When municipalities radically reduce their trade tax rate "at the expense of surrounding communities, they act in a lack of solidarity and thus harm not only the neighboring communities, but indirectly also the people who live there," explains Stefan Schmidt, finance politician for the Greens in the Bundestag. His parliamentary group is basically open to raising the tax rate. One wants to work towards a nationwide solution "that curbs tax avoidance in the long term".
dummy registered offices
It is striking that municipalities in the vicinity of large cities in particular attract companies with very low trade taxes. Asset management from billionaire entrepreneurial families are also migrating to these municipalities with low trade taxes.
Examples are Grünwald (rate 240) and Pullach (260) near Munich, Zossen (270) near Berlin and Leverkusen (250) and Monheim (250) near Cologne and Düsseldorf. According to calculations by the "Tax Justice Network", the public sector loses an estimated one billion euros in trade tax revenue every year as a result of such tax havens.
In addition, special service providers offer “virtual company offices” in these oases, as Panorama already reported in 2021. They provide companies with official places of business, including telephone and postal services. Many of these supposed company headquarters look like pure letterbox locations.
"Cram the worst excesses of dumping"
There is also a call from the German Association of Cities for a significant increase in the minimum collection rate. The chairman of the Finance Committee, Harald Riedel, has a personal opinion on this. He advocates a rate of 300 to 320 percent, "then you would have curbed the worst excesses of dumping."
The SPD member of the Bundestag Daldrup reports that his party had proposed an increase to 250 percent in the coalition negotiations. "Unfortunately, no agreement could be reached with the coalition partners on this point."
Apparently they still disagree. The FDP parliamentary group in the Bundestag sees the states as having a duty. "A trade tax reform is therefore currently not planned," said Christoph Meyer, deputy chairman of the FDP parliamentary group.
Blind spot in the tax budget
The Federal Ministry of Finance, led by FDP leader Christian Lindner, explained on request that the municipalities could "compensate for other locational disadvantages in the competition for commercial settlements" with their tax rates. The minimum rate of 200 percent prevents individual communities from gaining excessive locational advantages by setting very low rates.

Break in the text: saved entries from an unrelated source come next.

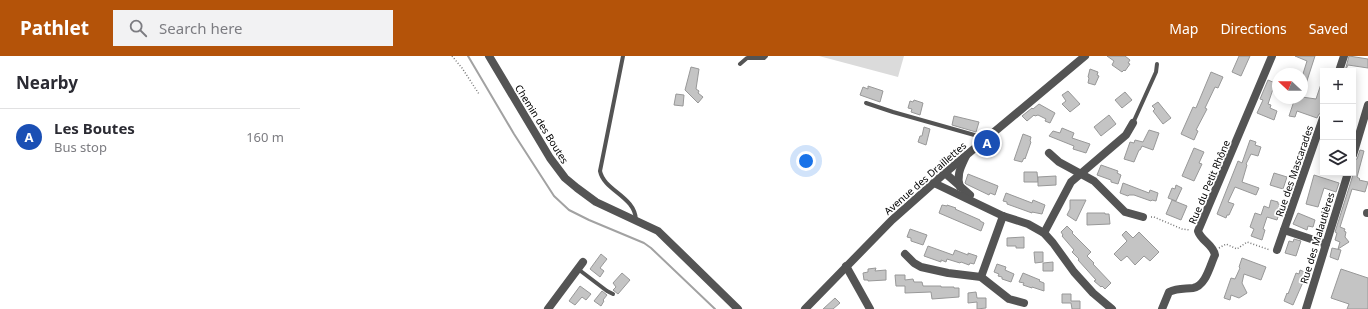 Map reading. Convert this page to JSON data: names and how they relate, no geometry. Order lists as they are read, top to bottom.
{
  "streets": {
    "street": [
      "Chemin des Boutes",
      "Rue des Mascarades",
      "Avenue des Draillettes",
      "Rue du Petit Rhône",
      "Rue des Malautières"
    ]
  },
  "crossings": [
    ["Rue des Mascarades", "Rue des Malautières"]
  ],
  "north": "left",
  "page": {
    "header": "Pathlet",
    "search": "Search here",
    "nav": ["Map", "Directions", "Saved"],
    "heading": "Nearby",
    "map_buttons": ["+", "−"],
    "list": [
      {
        "mark": "A",
        "name": "Les Boutes",
        "note": "Bus stop",
        "value": "160 m"
      }
    ],
    "pins": "A"
  }
} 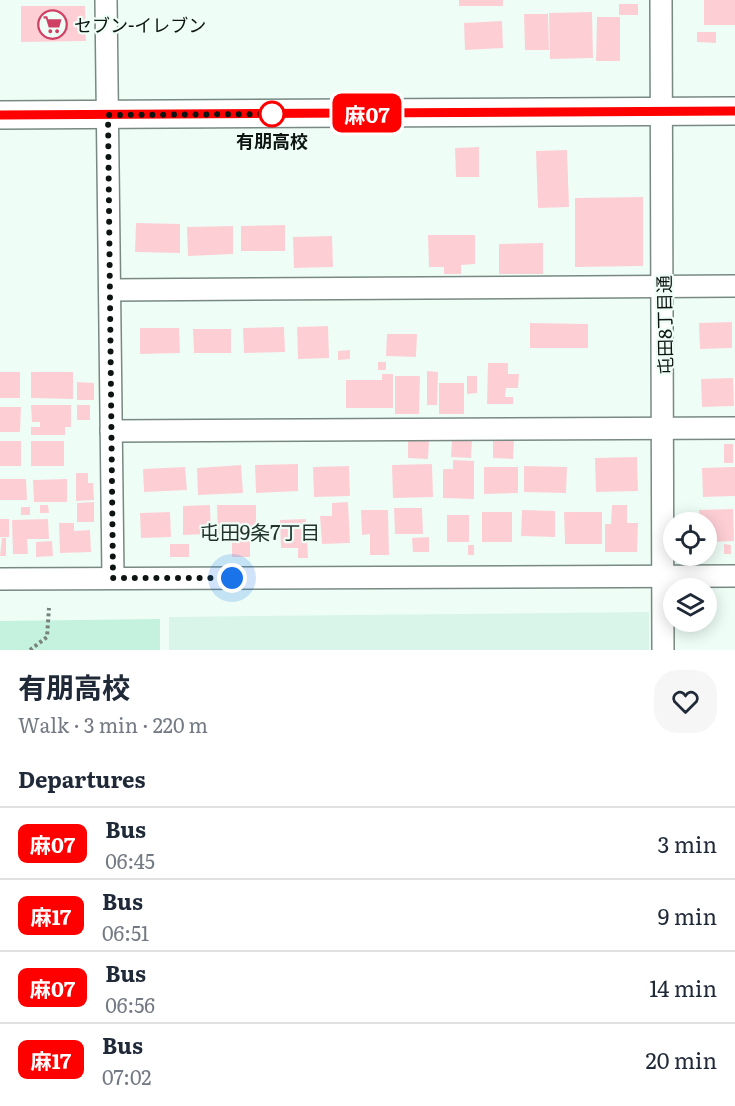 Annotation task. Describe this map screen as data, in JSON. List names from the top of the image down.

But tax avoidance is now taking place on a large scale. Left Party leader Janine Wissler therefore wanted to know from the Federal Minister of Finance how high the tax losses would be as a result of this competition to the bottom by the municipalities. The answer from the ministry is astonishing: the federal government has no information on this. Wissler criticizes that the federal government must "finally present reliable figures on the extent of abusive tax structuring by letterbox branches and the associated tax losses".